__PROBLEM REQUIREMENTS__: How many lines below include the string "block"? State the number alone.

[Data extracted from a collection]
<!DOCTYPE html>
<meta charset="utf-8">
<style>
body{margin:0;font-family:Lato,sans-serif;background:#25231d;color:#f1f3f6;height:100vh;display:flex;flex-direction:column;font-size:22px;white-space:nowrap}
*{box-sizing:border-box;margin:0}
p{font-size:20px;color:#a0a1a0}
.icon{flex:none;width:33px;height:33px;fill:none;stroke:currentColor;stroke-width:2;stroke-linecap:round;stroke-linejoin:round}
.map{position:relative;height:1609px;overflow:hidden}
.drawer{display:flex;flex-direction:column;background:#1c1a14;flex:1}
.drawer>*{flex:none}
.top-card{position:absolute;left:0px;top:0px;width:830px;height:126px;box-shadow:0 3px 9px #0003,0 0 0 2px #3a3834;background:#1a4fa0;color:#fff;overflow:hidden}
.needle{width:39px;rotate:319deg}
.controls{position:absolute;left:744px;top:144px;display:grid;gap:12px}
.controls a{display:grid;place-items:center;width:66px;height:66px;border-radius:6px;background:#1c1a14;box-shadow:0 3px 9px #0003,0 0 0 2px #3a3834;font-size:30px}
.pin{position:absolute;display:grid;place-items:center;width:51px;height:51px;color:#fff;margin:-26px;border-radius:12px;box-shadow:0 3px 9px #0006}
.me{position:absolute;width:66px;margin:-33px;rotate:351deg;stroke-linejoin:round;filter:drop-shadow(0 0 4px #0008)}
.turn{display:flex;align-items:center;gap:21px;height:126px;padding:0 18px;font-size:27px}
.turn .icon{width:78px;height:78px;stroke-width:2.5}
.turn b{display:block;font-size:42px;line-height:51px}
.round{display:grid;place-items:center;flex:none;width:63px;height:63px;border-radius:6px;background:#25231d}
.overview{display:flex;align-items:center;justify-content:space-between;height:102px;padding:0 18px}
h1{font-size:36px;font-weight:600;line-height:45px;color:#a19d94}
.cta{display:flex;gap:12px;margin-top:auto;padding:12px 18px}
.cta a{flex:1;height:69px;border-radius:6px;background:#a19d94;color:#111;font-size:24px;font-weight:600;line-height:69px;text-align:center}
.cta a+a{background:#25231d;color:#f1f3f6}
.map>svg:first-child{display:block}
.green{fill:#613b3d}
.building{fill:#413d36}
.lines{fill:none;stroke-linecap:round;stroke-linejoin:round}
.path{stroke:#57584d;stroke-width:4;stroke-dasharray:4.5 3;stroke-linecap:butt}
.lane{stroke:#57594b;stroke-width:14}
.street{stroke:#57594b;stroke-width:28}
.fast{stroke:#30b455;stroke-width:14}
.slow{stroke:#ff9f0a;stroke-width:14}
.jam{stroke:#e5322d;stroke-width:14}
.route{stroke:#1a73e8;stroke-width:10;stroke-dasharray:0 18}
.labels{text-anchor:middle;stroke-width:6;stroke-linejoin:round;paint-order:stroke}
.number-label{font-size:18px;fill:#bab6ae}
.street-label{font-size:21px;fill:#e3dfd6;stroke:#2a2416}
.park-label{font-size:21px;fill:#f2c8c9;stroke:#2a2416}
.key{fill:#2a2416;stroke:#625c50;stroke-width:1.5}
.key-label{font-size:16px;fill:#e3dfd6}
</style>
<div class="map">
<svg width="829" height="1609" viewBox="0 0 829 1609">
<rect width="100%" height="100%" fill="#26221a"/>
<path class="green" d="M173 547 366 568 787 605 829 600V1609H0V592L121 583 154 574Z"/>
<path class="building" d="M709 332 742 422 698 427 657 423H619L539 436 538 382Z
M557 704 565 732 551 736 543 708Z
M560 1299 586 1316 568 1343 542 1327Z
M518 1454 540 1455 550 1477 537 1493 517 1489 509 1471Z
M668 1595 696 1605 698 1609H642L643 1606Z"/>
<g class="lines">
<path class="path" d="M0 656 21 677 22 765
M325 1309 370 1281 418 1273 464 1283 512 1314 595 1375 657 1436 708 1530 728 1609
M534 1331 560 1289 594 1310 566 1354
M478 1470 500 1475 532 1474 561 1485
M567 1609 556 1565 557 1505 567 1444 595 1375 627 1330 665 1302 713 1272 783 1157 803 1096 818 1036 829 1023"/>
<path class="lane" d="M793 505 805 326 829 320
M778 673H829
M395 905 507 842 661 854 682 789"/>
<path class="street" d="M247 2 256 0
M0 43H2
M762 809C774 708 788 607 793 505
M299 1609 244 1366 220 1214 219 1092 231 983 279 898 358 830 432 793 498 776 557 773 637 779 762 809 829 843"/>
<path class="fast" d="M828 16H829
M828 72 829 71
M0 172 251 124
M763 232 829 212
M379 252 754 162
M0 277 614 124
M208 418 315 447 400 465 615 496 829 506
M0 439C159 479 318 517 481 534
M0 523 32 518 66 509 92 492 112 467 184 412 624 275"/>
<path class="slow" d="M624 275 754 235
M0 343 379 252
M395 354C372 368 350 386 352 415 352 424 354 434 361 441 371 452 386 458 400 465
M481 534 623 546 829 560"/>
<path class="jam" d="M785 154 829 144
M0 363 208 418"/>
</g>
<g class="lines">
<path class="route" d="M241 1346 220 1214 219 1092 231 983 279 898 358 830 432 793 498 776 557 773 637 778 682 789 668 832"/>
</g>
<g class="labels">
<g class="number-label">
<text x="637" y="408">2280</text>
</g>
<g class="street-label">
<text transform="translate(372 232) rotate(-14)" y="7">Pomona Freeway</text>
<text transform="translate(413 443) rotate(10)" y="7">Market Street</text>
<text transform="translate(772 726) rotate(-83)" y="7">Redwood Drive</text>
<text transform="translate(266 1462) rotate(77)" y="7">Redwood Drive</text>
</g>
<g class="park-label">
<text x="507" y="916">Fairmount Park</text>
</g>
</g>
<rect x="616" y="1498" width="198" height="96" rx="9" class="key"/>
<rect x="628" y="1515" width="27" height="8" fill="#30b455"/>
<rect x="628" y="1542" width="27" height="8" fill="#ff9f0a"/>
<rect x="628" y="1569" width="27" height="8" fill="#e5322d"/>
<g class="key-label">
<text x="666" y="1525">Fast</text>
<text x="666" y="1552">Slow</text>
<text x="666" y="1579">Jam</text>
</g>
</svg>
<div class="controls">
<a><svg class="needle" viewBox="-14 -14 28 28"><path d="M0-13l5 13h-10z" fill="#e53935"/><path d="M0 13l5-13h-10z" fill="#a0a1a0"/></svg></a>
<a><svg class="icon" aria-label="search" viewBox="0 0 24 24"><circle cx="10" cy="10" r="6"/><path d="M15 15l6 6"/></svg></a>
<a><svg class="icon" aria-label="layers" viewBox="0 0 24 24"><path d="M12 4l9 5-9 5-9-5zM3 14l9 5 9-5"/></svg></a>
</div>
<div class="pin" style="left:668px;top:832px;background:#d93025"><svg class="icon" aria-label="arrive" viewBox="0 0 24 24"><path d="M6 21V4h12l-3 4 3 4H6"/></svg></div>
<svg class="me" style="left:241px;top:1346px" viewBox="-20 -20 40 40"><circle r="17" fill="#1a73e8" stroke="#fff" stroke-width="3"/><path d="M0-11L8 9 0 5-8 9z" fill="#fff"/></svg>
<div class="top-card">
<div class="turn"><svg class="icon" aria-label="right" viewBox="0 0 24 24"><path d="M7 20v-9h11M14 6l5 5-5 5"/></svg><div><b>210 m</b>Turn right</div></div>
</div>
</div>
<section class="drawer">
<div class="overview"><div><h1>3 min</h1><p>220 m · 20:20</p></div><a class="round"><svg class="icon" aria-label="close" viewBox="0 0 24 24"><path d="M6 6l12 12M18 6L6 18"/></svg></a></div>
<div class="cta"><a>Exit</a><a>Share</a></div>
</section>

__SOLUTION FOR THIS PROBLEM__: 2